Gov't bans foreign investment in online games

China has banned foreign investment in the online games biz as it tightens its grip on the Internet and cracks down on content it deems inappropriate.

So far authorities have shuttered 45 online games alleging they encourage players to engage in illegal activities such as drug trafficking and prostitution, according to the Beijing News.

The General Administration of Press and Publication, which regulates the biz, the National Copyright Administration and the State Office of Sweeping Pornography and Illegal Publications, jointly issued a circular Saturday prohibiting foreign investment in domestic online gaming operations through joint ventures, wholly owned enterprises and cooperatives.
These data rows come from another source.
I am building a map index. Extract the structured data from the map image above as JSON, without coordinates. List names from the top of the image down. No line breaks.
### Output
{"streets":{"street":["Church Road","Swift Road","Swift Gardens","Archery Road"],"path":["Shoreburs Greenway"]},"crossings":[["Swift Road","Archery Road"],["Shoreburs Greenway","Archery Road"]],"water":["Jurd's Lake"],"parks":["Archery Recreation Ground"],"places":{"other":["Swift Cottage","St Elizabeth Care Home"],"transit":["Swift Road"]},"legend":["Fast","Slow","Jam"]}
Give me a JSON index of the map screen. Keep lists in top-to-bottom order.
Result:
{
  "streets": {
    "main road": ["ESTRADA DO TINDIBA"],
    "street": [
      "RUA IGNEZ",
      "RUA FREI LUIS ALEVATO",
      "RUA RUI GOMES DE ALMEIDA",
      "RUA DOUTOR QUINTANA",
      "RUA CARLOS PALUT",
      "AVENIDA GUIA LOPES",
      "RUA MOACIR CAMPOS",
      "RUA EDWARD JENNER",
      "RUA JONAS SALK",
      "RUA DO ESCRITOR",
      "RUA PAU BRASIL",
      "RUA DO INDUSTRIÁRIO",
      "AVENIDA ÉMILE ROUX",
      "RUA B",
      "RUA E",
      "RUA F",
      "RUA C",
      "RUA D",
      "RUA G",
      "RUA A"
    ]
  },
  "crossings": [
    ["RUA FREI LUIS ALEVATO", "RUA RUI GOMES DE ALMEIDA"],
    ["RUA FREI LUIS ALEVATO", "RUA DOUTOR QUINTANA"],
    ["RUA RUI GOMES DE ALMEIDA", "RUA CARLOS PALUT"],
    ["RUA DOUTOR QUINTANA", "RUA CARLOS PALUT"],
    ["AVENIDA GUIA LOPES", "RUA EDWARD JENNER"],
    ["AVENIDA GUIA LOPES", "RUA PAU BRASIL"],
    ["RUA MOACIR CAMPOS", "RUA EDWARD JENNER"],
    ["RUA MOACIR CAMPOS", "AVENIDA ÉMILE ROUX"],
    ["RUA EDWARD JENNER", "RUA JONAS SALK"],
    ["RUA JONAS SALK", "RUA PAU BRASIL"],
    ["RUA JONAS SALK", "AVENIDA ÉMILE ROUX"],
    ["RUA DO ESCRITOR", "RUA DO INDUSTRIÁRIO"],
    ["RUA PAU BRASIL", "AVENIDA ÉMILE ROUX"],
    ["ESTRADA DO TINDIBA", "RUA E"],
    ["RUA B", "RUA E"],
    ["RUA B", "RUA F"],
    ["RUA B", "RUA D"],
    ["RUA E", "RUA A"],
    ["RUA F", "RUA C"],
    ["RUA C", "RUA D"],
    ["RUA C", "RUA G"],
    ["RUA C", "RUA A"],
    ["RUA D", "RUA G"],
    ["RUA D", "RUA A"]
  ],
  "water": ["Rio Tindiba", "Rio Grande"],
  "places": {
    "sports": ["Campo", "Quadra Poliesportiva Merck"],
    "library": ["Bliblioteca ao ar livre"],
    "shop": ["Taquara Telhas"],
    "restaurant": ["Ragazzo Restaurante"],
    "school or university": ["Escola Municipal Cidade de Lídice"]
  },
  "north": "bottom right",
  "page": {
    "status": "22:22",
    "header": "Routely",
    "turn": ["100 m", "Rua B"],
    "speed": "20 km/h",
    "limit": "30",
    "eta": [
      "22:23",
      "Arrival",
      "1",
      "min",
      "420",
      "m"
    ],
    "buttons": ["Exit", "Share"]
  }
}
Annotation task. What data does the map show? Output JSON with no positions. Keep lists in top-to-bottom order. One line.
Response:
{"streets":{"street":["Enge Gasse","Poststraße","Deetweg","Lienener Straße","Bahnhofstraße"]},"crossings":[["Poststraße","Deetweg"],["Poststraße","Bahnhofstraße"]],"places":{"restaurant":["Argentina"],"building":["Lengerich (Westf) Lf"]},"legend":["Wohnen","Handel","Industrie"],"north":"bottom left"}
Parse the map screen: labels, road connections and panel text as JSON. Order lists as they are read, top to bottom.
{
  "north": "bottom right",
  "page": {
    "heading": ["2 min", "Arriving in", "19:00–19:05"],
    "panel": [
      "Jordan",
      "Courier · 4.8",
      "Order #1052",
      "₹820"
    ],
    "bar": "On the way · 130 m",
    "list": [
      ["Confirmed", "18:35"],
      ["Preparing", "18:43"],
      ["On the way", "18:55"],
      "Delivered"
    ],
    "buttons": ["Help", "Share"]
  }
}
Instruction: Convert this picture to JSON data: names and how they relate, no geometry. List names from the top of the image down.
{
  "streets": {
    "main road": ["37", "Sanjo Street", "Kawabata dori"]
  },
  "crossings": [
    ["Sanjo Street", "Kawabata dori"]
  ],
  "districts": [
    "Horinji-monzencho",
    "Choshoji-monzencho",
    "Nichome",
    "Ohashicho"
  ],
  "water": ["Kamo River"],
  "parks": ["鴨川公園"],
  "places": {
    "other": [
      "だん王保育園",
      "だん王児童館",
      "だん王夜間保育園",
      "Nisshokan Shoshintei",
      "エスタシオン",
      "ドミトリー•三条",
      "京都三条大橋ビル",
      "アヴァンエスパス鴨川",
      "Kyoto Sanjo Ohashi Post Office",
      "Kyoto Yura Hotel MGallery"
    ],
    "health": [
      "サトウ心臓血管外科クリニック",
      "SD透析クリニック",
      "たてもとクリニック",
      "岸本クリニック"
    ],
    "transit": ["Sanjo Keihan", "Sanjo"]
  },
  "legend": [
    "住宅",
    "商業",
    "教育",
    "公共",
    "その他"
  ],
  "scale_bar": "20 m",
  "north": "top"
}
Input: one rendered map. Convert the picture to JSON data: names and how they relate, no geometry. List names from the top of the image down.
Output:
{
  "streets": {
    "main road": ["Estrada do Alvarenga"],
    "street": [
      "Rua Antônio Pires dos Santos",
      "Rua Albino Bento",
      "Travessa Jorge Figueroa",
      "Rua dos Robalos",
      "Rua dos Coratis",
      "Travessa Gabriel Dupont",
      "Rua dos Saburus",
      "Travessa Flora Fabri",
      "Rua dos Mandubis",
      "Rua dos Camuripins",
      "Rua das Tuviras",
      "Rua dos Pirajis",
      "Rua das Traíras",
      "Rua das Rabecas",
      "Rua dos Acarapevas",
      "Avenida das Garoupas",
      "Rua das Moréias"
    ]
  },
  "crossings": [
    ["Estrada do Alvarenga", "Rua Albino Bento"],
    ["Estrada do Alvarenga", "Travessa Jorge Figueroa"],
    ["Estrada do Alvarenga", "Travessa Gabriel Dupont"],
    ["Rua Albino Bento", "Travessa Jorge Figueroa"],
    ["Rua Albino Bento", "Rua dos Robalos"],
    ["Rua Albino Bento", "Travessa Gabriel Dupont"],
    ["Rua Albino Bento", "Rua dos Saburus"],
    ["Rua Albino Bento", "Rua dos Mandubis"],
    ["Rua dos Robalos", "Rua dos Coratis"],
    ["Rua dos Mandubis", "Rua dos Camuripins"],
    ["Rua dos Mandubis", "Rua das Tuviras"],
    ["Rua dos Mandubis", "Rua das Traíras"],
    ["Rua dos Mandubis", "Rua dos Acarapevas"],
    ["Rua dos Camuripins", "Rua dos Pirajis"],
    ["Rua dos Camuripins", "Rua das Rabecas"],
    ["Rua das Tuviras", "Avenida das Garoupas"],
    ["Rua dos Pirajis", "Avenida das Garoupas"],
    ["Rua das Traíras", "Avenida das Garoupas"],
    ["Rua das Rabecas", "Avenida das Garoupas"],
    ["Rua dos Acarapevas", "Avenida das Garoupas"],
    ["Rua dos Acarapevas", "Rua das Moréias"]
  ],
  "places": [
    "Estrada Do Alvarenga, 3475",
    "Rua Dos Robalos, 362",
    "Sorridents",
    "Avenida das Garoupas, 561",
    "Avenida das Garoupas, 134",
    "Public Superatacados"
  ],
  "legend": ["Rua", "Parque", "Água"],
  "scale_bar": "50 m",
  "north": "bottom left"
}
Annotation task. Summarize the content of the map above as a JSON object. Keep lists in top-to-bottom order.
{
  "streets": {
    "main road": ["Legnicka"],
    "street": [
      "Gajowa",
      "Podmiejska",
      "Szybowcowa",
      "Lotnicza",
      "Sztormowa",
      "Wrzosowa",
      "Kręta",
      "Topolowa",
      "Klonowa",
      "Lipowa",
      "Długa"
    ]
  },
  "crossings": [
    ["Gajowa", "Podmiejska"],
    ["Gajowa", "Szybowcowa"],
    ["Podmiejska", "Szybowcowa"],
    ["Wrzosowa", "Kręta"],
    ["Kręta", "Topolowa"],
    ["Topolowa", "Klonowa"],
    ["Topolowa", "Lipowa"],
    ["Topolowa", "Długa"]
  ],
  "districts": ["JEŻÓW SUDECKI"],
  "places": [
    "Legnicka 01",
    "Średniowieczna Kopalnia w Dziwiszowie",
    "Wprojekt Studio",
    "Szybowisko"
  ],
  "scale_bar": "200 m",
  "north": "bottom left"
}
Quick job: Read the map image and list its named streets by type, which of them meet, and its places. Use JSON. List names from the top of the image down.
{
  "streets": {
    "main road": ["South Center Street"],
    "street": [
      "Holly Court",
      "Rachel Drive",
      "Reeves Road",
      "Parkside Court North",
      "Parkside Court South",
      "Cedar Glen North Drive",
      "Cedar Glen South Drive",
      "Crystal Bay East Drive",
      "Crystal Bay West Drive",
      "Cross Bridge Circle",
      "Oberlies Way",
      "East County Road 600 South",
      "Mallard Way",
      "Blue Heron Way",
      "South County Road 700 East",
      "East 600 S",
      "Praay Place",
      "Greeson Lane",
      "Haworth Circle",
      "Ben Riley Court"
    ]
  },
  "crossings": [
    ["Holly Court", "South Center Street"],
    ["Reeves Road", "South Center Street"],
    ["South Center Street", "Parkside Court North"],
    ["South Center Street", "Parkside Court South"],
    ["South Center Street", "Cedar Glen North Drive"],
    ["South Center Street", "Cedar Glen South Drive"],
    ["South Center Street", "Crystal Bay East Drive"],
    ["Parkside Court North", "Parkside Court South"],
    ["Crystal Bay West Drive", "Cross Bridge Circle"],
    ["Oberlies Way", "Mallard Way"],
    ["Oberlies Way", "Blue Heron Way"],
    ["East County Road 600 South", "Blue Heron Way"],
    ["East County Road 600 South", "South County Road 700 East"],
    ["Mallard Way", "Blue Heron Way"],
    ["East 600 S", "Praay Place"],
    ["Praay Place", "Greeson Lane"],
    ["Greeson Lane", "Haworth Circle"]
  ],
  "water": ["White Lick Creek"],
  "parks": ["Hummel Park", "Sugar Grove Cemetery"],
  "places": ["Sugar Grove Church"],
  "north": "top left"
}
It also said domestic operators of online game services or publishers of games that will be based on the Internet must now be approved by the media regulator.

The directive forbids foreign firms from indirectly influencing Chinese gaming firms through agreements or technology support.

In July, the Ministry of Culture outlawed games that feature gangster themes or mafia-type gang activities.

China’s online gaming market is one of the world’s fastest growing, with sales expected to rise up to 50% this year to $3.5 billion-$4 billion, according to GAPP.

Earlier this year China’s second-biggest online games company,, won the license to operate Activision Blizzard’s blockbuster game, “World of Warcraft,” and bowed it in China in September. It is unclear whether this latest directive will impact that relationship.